Slightly accelerated?! You're not kidding this kind of "accelerated
continental drift" would produce worldwide earthquakes and had the seas
boiling!!
The continents didn't break apart a few thousand years ago!
>Apart from anything else, large earth
> movements were an integral part of that drainage, and that is what gives
us
> the massive 'oligocene' water deposits that we are still drinking today.
for
> example there is one 450 metres beneath where I am sitting right now. It
is
> a massive underwater lake of good drinking water. During that latest drift
> the salts were also released into the seas that had not been salty up
until
> that time, and direct intervention was needed to enable certain kinds to
> begin osmoregulation, which is a feature that could never have evolved,
> because it is complex, you need to have it only if you are in a certain
> environment, and if you are in that environment without it, you die.
What you are saying is partly true, some of the salt did come from the
breaking up of the rocks/mountains but this was a very gradual process...not
something that just happened recently [< 4000 years].
> God also decided what eco-systems were going to be used where, and led
> certain of the animals in that direction just as he had led them to the
ark
> from various places in the first place. If the three toed sloth was not
> going fast enough for God's liking, either he could have made some
> generations extremely large, so that we have the giant sloths that were
> around for a while and then unaccountably vanished, or else he could have
> got an angel to carry them there.
You've ignored 90% of the post...there are many more problems than just the
sloth. The marsupial mole is not the kind of animal that is going to make a
worldwide trek...it burrows in the sand....plenty of that RIGHT WHERE IT
WAS!! But we only find it in Australia.
My question to you is...does it pain you to think that there is a story in
the bible that is myth/fable?
>I don't discount such a possibility, and I
> find it easier to believe that some of the big holes in evolutionary
> thinking, such as hyraxes to elephants, and four footed animals to
> cetaceans, etc etc.
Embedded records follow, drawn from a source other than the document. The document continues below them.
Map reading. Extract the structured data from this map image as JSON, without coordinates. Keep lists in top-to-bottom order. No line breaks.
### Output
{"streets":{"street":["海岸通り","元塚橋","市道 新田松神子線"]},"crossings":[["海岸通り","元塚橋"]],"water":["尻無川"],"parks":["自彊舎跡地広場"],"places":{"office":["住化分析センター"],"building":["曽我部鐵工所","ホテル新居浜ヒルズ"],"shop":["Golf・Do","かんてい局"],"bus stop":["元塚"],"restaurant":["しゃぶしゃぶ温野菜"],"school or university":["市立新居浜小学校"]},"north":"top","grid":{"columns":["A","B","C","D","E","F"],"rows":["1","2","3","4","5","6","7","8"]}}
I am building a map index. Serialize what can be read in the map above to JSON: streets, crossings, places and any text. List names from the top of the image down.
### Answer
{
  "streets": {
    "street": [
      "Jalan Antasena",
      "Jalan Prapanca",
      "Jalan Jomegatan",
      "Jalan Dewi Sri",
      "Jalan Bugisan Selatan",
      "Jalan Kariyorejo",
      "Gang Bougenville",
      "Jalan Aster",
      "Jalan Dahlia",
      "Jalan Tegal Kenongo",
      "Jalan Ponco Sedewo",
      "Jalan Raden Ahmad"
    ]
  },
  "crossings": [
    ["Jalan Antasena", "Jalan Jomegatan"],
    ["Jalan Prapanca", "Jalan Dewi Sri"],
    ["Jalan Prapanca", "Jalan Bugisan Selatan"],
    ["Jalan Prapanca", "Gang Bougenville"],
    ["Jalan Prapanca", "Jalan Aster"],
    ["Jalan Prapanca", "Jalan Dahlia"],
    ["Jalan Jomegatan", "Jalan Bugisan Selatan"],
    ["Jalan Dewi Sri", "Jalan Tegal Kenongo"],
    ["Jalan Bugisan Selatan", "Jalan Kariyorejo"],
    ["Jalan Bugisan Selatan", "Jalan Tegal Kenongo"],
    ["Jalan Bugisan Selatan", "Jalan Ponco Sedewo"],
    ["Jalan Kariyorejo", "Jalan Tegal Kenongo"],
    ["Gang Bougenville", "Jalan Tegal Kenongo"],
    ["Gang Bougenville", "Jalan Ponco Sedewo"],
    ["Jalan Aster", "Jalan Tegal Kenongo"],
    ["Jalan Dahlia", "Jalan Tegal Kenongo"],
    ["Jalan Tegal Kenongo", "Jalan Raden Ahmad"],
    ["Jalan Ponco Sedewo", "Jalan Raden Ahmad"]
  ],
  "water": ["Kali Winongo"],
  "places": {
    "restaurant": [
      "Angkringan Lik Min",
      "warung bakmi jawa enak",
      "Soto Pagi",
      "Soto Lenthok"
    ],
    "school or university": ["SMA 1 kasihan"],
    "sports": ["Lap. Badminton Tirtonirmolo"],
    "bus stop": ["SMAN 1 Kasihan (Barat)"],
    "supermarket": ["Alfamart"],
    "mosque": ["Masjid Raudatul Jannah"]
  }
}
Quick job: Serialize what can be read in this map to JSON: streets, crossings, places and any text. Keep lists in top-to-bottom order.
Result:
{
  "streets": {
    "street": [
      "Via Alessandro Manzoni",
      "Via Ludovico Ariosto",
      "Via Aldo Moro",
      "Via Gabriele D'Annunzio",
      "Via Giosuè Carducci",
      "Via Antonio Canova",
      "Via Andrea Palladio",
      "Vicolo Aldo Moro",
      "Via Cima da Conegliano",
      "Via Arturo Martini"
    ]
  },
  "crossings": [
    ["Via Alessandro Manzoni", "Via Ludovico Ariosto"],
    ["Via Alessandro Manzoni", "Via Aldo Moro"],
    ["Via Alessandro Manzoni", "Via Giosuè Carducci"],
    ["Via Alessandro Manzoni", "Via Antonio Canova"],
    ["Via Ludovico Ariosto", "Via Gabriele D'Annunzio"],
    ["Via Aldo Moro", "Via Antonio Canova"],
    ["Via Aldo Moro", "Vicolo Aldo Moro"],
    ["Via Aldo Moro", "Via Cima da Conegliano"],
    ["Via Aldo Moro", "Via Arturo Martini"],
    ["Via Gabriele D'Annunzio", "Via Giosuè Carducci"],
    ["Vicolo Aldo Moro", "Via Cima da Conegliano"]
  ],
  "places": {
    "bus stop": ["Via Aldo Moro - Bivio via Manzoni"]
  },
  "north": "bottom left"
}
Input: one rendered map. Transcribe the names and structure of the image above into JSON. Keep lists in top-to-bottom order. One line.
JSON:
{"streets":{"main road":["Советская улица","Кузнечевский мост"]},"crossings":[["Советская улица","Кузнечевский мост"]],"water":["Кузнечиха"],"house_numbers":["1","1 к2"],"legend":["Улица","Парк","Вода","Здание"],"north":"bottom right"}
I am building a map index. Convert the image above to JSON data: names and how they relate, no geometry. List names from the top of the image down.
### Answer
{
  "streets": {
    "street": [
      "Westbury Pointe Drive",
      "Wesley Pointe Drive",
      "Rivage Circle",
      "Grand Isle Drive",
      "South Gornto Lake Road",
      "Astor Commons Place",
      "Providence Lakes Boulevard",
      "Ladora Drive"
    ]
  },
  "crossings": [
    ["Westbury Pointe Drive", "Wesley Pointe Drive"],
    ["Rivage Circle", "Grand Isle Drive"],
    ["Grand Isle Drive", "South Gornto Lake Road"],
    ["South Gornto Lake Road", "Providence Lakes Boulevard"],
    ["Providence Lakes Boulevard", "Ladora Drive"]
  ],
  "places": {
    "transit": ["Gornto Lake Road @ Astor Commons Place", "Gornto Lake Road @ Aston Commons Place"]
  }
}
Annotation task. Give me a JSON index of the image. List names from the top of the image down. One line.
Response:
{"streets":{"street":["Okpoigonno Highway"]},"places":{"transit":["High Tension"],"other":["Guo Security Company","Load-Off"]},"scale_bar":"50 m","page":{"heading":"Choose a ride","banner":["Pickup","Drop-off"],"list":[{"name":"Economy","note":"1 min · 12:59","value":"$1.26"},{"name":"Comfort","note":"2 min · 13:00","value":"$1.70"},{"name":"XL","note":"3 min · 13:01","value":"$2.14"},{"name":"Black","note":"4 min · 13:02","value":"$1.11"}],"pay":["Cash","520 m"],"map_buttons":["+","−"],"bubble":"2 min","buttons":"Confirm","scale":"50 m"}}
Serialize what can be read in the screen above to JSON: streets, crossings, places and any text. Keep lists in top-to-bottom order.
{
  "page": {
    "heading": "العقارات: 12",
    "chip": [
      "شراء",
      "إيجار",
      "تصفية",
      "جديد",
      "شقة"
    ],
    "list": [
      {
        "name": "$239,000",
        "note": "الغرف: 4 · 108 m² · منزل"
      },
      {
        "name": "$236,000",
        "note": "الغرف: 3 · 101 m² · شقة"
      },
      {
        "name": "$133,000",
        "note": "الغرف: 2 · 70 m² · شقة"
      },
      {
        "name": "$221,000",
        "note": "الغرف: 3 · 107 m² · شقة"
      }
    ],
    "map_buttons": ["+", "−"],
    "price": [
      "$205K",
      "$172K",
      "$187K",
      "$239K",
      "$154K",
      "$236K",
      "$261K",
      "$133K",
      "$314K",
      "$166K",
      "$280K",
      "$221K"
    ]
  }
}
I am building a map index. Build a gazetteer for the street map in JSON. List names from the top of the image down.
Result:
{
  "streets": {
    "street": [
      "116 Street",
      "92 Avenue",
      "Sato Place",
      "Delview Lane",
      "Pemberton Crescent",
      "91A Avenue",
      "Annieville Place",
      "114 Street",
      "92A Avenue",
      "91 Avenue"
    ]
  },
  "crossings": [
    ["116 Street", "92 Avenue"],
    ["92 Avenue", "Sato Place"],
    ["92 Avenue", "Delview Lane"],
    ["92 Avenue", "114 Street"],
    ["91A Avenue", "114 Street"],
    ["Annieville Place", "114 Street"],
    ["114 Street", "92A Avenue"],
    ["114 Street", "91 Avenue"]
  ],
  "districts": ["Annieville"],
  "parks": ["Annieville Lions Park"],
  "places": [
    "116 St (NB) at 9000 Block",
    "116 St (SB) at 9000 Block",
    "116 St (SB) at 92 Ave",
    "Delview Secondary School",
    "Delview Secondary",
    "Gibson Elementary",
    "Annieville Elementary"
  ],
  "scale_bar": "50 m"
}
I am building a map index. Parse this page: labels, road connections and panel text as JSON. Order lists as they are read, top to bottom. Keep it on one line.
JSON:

Also, if we are talking about evolving into niches,
why
> is it from an evolutionary perspective that all across Eurasia there is a
> belt about 100 miles wide where there are no bears; it's too cold fro the
> brown bear, but not cold enough for the white bear. Why did nothing evolve
> to fill that gap?
>
> In fact as we know nature abhors a vacuum, so that in an empty planet
> migrations of both men and animals happened at a rate much quicker than
that
> we could expect today. Business likewise will develop fast if there is no
> competition, but once the market in a new area settles it becomes far
harder
> to enter. We've seen that in East europe illustrated before our very eyes
> over the last twelve years.
>
> Best,
>
> Uncle Davey
I don't support macro-evolution either, this is also off topic.
>
> PS. It is also possible that the first divisions of earth were pre Babel,
> but that even though they owned lands further afield the tribes of man
> preferred congregating there anyway.
> I'm thinking of writing a novel about a fictional family living at that
time
> and learning to cope with the language division, but that's as far as it
> ever gets, thinking about it.
>
Not sure what you're saying here.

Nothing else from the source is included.